Growing up in eastern Ukraine, Svitlana Moroz said she was a typically reckless teenager who believed she’d live forever.
She shared needles with friends to inject opium, had unprotected sex with a guy her own age, and five months after hooking up with him, learned she was five months pregnant and HIV-positive. He tested positive a week later.
It was 1998 and information in her native Donetsk was hard to come by. Before her diagnosis, the 19-year-old Moroz said she had only heard about AIDS in one biology lesson.
“My perception was that it was far from me, just in other countries,” Moroz said in Bangkok, where she spoke at a public health conference on a panel about people living with HIV.
“I heard a little bit from friends who used drugs, that more and more of them were diagnosed with HIV, but I was thinking, ‘I don’t use drugs so much. It’s only for those who did it every day.’”
Moroz is now a leading HIV activist in the Ukraine – an Eastern European country of 45 million people with one of the world’s fastest growing HIV epidemics.
It is home to about 220,000 people living with HIV.
Donetsk – an industrial city and key plank of Ukraine’s economy – has been an epicenter of the epidemic, with 671 people per 100,000 living with HIV – the third highest rate of prevalence in the country.
In the late 1990s, nine out of 10 new HIV infections in Ukraine were among people injecting drugs; injecting remained the main cause of new HIV cases until 2007, according to Unicef.
Since 2008, the primary route has been unprotected sex, said the Kiev-based non-profit Elena Pinchuk ANTIAIDS Foundation.
FACE BEHIND THE DATA
Moroz and her husband Oleksiy – the man she had first dated as a rash teenager – are the face of those statistics, yet they kept their HIV status secret until 2000, when they first met other people living with HIV in the capital, Kiev.

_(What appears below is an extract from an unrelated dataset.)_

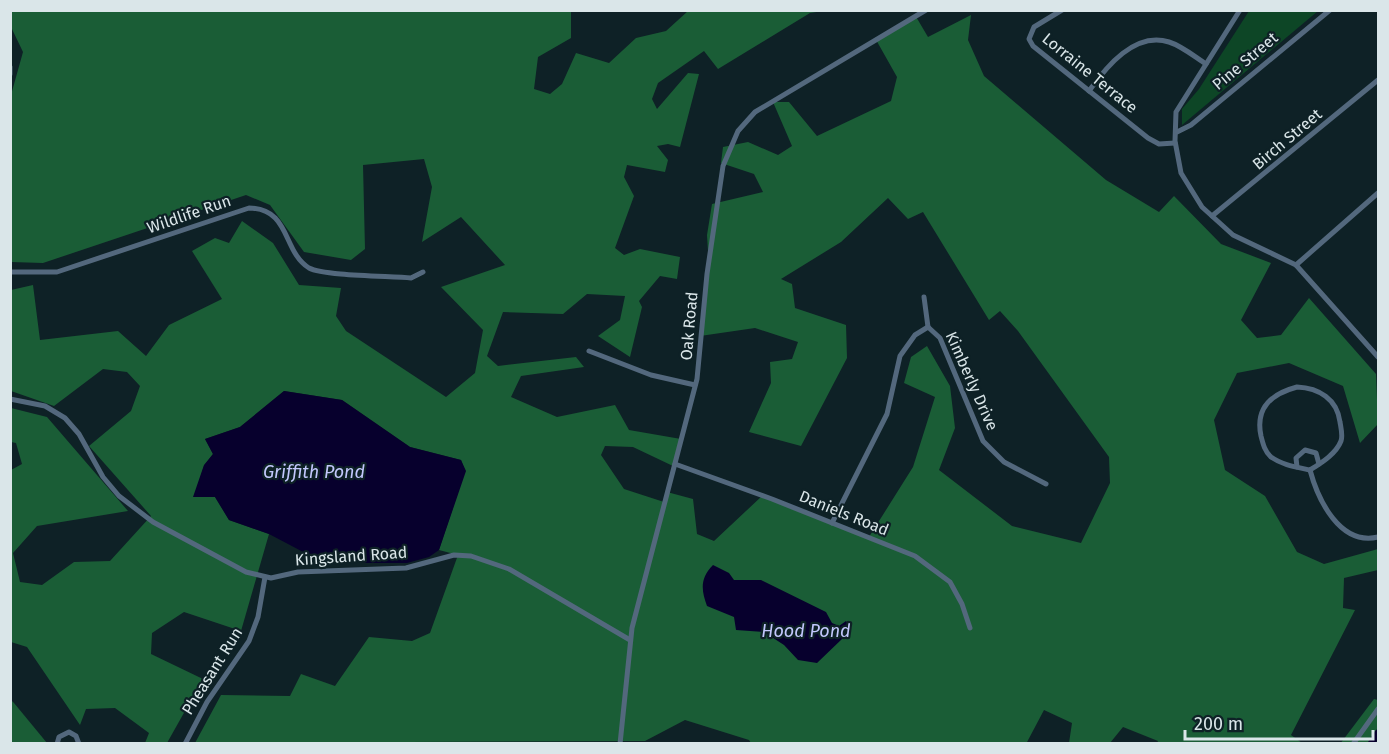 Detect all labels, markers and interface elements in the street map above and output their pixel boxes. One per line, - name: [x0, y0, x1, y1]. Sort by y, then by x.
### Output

After that, she helped found two groups for people with HIV. They demanded healthcare for those denied treatment, helped people harassed by neighbors, and convinced small-town doctors of the benefits of antiretroviral treatment (ART).
“Many doctors discouraged our patients, telling them about huge side effects, that their liver will be destroyed,” Moroz said. “They were saying, ‘How do you know? I’m a doctor. What is your education?’” to which she responded, “‘Excuse me, I’m living with HIV. I have training.’”
Since 2005, she and her advocacy groups have helped Ukraine and regional government bodies to develop AIDS programs. And since 2013, she has coordinated action for the Eurasian Women’s Network on AIDS, a body spanning 11 countries in Eastern Europe and Central Asia.
LIFE – AND DEATH
Even though Moroz had no ART during her first pregnancy, she did not transmit the virus to her son. In the absence of intervention, mother-to-child transmission rates range from 15 to 45 percent, according to the World Health Organization.
Moroz started ART in 2004, six years after her initial HIV diagnosis, and in 2008, gave birth to a girl, also HIV-negative.
Then the family faced a whole new challenge – the anguish and disruption of war. Since fighting erupted between pro-Russia separatists and Ukrainian forces in Donetsk in 2014, Moroz said her life and family have been thrown into new tumult.
Her family has been displaced and now lives in Kiev.
Her husband Oleksiy, who enlisted with Ukrainian forces, was captured in August 2014 by Russian troops, handed to separatist fighters and freed four months later in a prisoner exchange.
“HIV and war brought us closer together,” she said. “We will never be the same again.”